It is this same age that bankrupted Kodak, a 170,000+ person company with a monopoly on the photo paper and development market. It is the same age that both brought extreme success and failure to Napster, Blockbuster, Gawker, MGM (the Lion roaring at the beginning of movies), Borders, and many more.
Although technology has entirely changed the industry (mostly for the good), it will continue to revolutionize the way education is obtained, and how markets will be developed.

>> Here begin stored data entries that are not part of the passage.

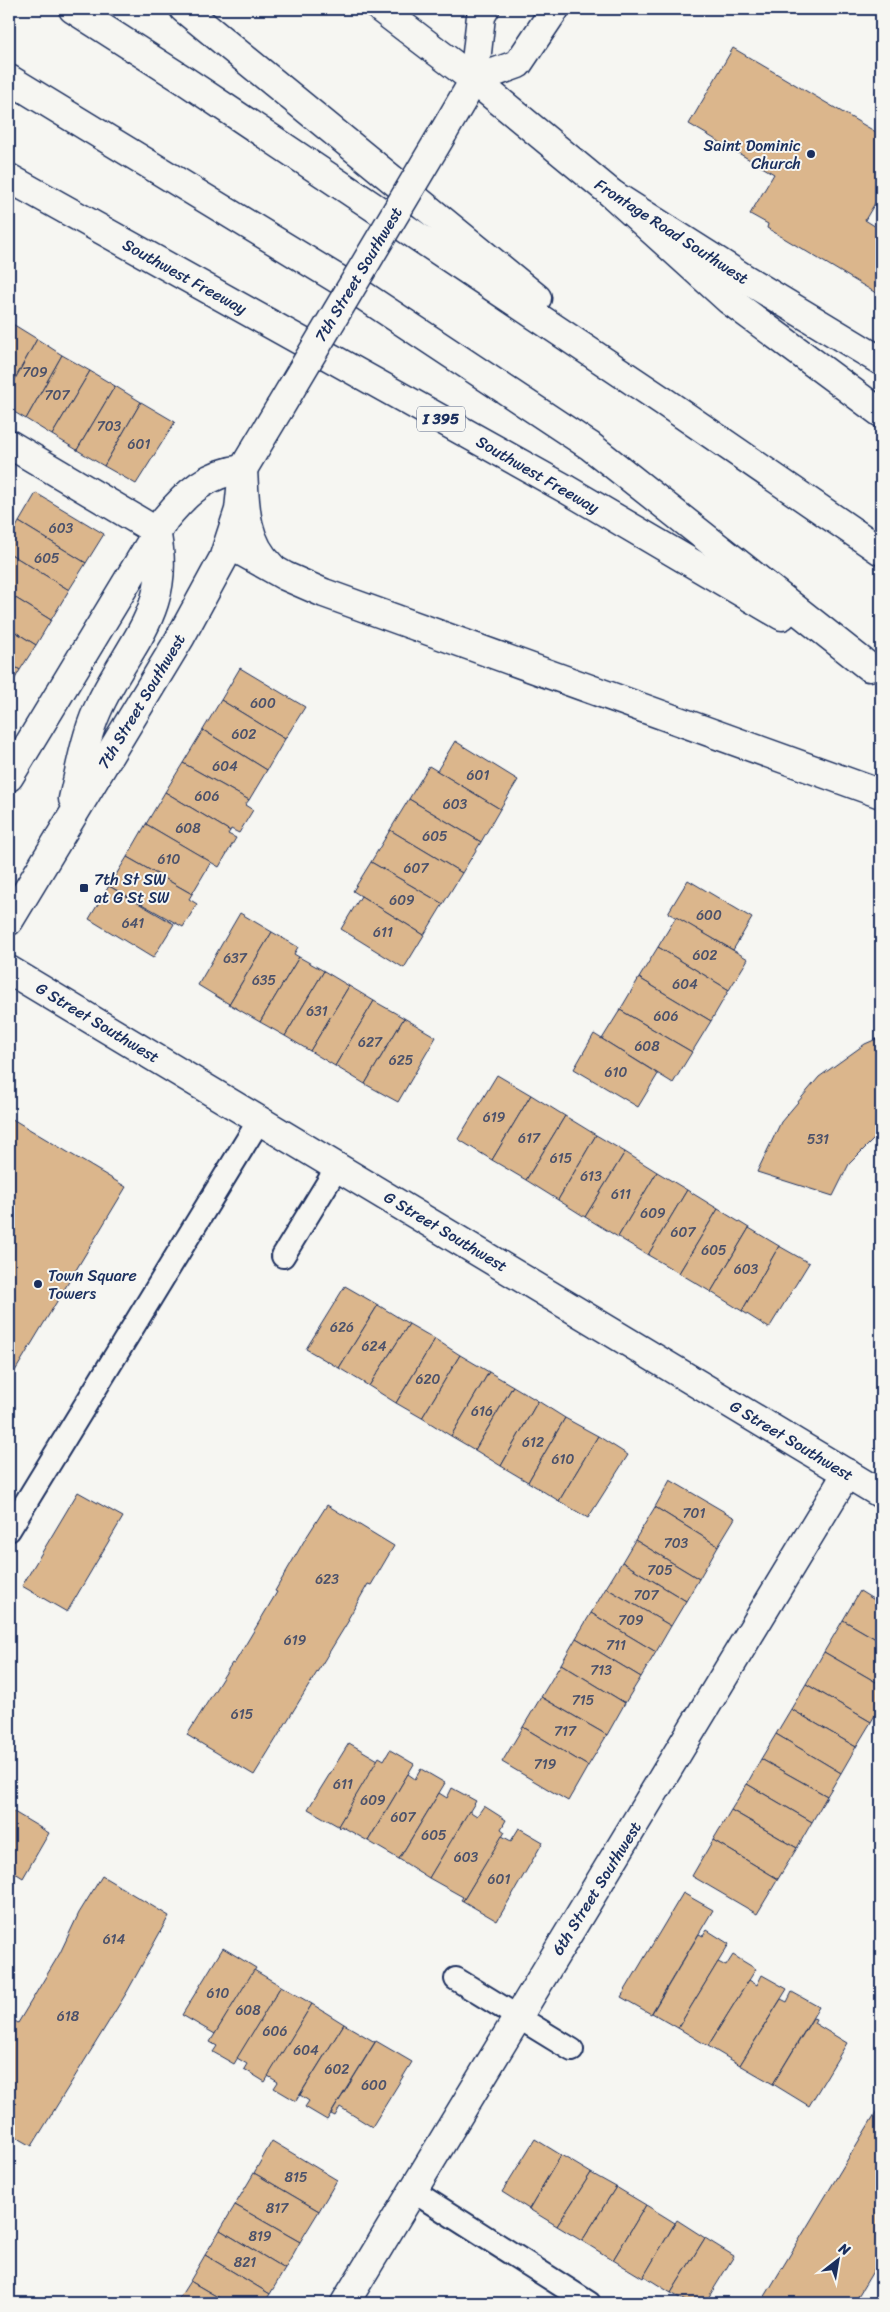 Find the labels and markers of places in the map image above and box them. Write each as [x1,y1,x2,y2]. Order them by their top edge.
place label: Saint Dominic Church [704,131,801,178]
marker: Saint Dominic Church [805,148,817,160]
place label: 7th St SW at G St SW [94,865,170,912]
marker: 7th St SW at G St SW [78,882,90,894]
place label: Town Square Towers [48,1261,137,1308]
marker: Town Square Towers [32,1278,44,1290]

Most technologies follow Moore's Law (meaning their power and affordability double every year). This has begun what will be known as the exponential industrial revolution. Digital cameras were invented in 1975, having only 10,000 pixels, but following Moore's Law eradicated film cameras in 26 years. The same can be seen for CD's, records, books, and many other obtainables.
With a little foresight, this exponential proliferation can be applied to our lives now. In our lifetime we will see 3D printing become not only mainstream, but more efficient than any other material production process. This will change agriculture, the car industry, space travel and maintenance, and many others.

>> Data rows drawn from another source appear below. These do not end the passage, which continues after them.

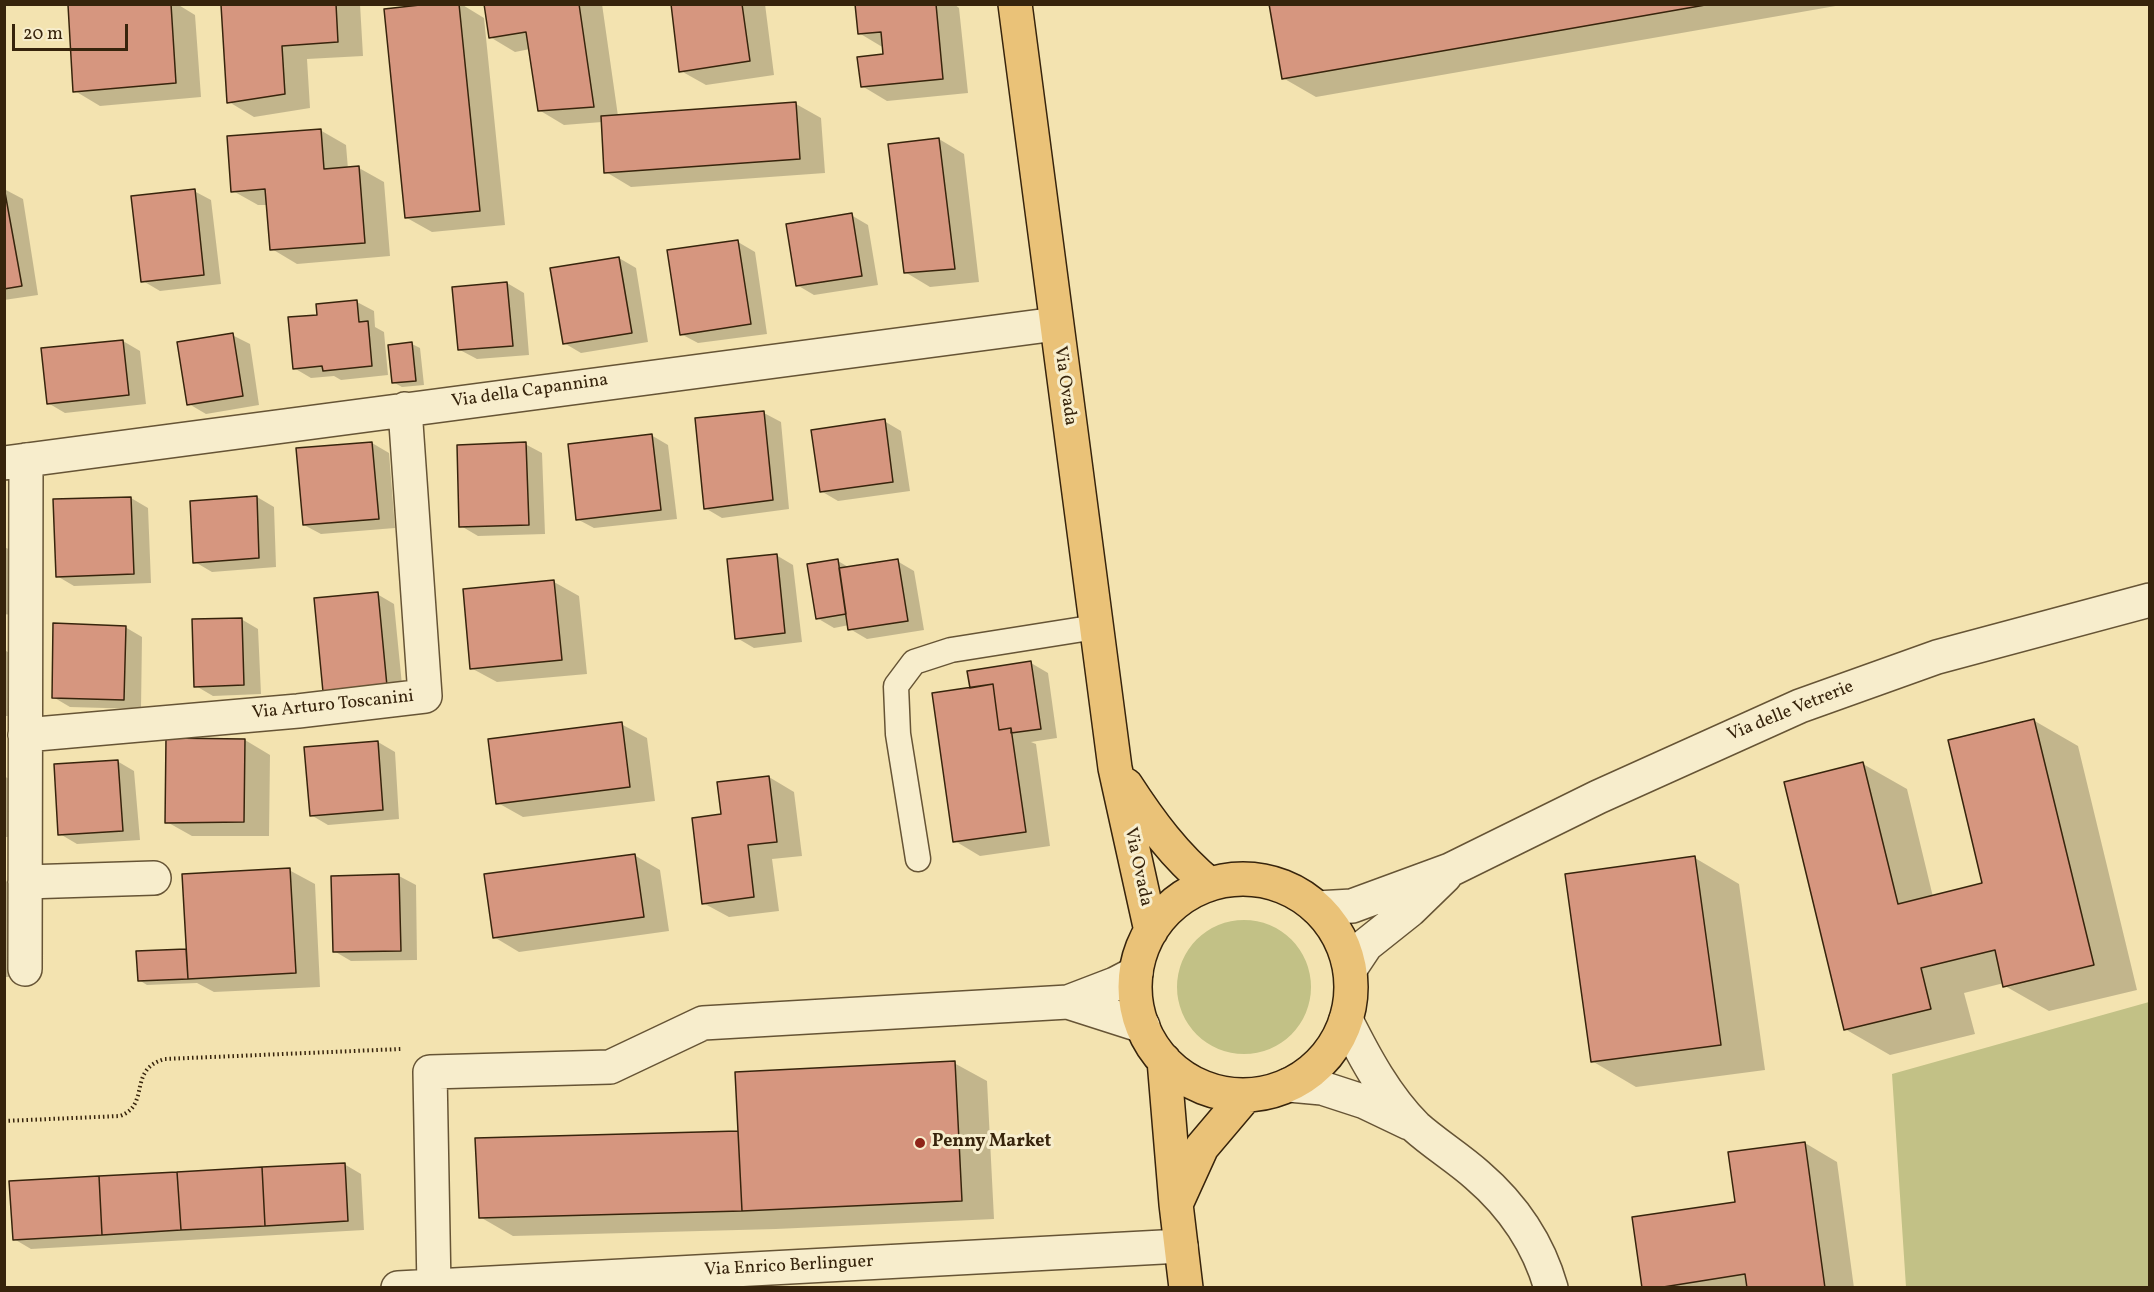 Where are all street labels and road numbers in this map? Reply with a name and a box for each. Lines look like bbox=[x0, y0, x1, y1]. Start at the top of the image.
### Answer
street label: Via Ovada bbox=[1048, 345, 1080, 427]
street label: Via della Capannina bbox=[450, 370, 610, 414]
street label: Via delle Vetrerie bbox=[1725, 677, 1857, 747]
street label: Via Arturo Toscanini bbox=[251, 687, 415, 725]
street label: Via Ovada bbox=[1118, 826, 1156, 908]
street label: Via Enrico Berlinguer bbox=[704, 1252, 874, 1282]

Once we gain the computational abilities to analyze extremely large and complex mathematical models (like human emotion, economics, and others), artificial intelligence will proliferate. This year, IBM's Watson beat the world's best Go player, 10 years ahead of what experts thought. IBM's Watson is able to tackle law research better than most lawyers, and soon enough only specialists will remain to make the arguments and draft documents. Before we needed a large industry to sift documents, now, a computer can do the same job faster, more effectively, and cheaper than any human which is both good and bad news for lawyers. Watson is also diagnosing lung cancer and many other cancers up to 40% more accurately than human doctors and nurses, which could also prove detrimental to the job outlook for this industry also.
Not only will this change jobs that used to require lots of research and industries requiring a lot of manpower, artificial intelligence will change personal lives as well. We've already seen major advances in autonomous driving thanks to Tesla and Google. As this becomes safer, the car insurance industry will be effectively eradicated. As electric cars become more popular oil and gas companies will suffer greatly.
This will change work, too. If you have a car that drives for you, with a wifi connection, more people will be able to work while driving, which will completely change real estate. Cities will become more quiet with electric cars, and people will move further away to more beautiful escapes if they can still work.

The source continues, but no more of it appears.